Kondisi ini menjadi perhatian serius pemerintah. Ketergantungan terhadap energi fosil tidak hanya berdampak pada biaya operasional yang tinggi, tetapi juga berisiko tinggi terhadap ketahanan energi daerah yang rentan terhadap fluktuasi harga bahan bakar.
Upaya Transisi Energi di Wilayah Timur
Instruksi Menteri ESDM kepada PLN ini menjadi langkah nyata dalam percepatan transisi energi di Indonesia bagian timur. Pemerintah menilai bahwa pembangunan PLTP di Maluku akan menjadi titik awal penguatan pemanfaatan energi terbarukan, serta menjadi solusi jangka panjang untuk penyediaan listrik yang bersih dan berkelanjutan di wilayah kepulauan.

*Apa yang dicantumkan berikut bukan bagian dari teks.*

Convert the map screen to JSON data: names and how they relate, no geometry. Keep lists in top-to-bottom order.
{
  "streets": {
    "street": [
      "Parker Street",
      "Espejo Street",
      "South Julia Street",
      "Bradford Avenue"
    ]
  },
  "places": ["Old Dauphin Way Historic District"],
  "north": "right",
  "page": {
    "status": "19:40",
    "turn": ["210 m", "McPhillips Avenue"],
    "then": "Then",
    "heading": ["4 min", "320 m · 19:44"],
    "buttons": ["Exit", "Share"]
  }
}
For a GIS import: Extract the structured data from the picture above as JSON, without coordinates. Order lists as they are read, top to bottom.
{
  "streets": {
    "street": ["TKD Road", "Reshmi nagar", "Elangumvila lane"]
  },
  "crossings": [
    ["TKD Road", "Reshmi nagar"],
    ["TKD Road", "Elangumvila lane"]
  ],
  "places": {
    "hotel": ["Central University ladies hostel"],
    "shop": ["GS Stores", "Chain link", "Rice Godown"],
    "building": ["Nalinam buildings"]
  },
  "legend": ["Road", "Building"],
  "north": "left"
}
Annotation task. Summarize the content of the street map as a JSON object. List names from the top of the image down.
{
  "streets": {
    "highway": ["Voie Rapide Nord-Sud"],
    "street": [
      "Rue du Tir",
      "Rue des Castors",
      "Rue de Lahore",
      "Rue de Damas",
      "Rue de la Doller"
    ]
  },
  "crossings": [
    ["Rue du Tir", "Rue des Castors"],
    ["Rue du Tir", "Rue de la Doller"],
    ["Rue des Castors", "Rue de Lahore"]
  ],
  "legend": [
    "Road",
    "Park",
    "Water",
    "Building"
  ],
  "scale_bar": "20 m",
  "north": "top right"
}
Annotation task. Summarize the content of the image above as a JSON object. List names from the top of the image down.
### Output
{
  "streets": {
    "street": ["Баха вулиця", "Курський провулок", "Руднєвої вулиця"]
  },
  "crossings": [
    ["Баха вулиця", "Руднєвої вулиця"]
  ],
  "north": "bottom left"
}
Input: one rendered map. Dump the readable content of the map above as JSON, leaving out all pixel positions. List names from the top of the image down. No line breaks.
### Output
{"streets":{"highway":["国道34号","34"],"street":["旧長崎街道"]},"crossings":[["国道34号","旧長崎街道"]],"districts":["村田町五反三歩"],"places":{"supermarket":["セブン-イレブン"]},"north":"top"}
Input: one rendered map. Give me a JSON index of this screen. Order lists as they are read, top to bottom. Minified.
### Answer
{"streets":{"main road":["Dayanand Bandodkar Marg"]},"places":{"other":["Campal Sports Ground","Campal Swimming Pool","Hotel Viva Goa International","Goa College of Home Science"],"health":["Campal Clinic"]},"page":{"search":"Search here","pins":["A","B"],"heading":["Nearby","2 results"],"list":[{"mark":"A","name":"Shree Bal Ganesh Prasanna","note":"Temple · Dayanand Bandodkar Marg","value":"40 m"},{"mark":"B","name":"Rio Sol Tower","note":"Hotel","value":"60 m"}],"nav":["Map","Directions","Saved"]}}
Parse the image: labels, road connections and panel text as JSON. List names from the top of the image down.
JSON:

“Ini bukan hanya soal energi, tapi juga soal kemandirian dan masa depan Maluku yang lebih ramah lingkungan dan efisien secara ekonomi,” ujar Bahlil.
Ia menambahkan, proyek PLTP ini diharapkan dapat membuka peluang investasi baru, menyerap tenaga kerja lokal, serta meningkatkan pendapatan daerah dari sektor energi.
Selain itu, pengembangan PLTP dinilai akan meningkatkan keandalan sistem kelistrikan Maluku yang selama ini kerap mengalami kendala akibat pasokan bahan bakar yang tidak stabil, terutama di wilayah-wilayah terpencil dan kepulauan.
PLN Didorong Siapkan Infrastruktur dan Mitra Strategis
PLN diminta untuk tidak hanya fokus pada sisi pembangunan fisik PLTP, tetapi juga mempersiapkan dukungan infrastruktur jaringan distribusi dan transmisi. Kolaborasi dengan investor dan pengembang panas bumi juga dinilai penting untuk memastikan keberhasilan proyek dalam jangka panjang.
Menurut Kementerian ESDM, pembangunan pembangkit panas bumi membutuhkan waktu, perencanaan matang, dan kepastian hukum, sehingga penting bagi seluruh pemangku kepentingan untuk bersinergi dan menjaga komitmen proyek hingga tahap akhir.
PLN sendiri menyambut baik arahan tersebut dan menyatakan kesiapannya untuk mempercepat proses pengadaan dan studi kelayakan proyek-proyek panas bumi di Maluku.
Komitmen Terhadap Pengurangan Emisi Karbon
Langkah ini juga sejalan dengan komitmen pemerintah Indonesia untuk mencapai target pengurangan emisi karbon dalam kerangka Paris Agreement. Transisi dari energi fosil menuju EBT, termasuk panas bumi, menjadi salah satu kunci utama mencapai target net zero emission pada 2060.
Sebagai informasi, Indonesia merupakan salah satu negara dengan potensi panas bumi terbesar di dunia, yakni mencapai lebih dari 23 gigawatt (GW). Namun, baru sekitar 2,3 GW atau 10 persen dari total potensi tersebut yang telah dimanfaatkan hingga kini.
Pembangunan PLTP di Maluku menjadi bagian dari strategi nasional memperluas pemanfaatan panas bumi di wilayah-wilayah yang belum terjangkau energi bersih secara maksimal.
“Kita harus mulai dari sekarang. Kalau tidak dimulai, transisi energi hanya akan jadi wacana di atas kertas,” pungkas Bahlil.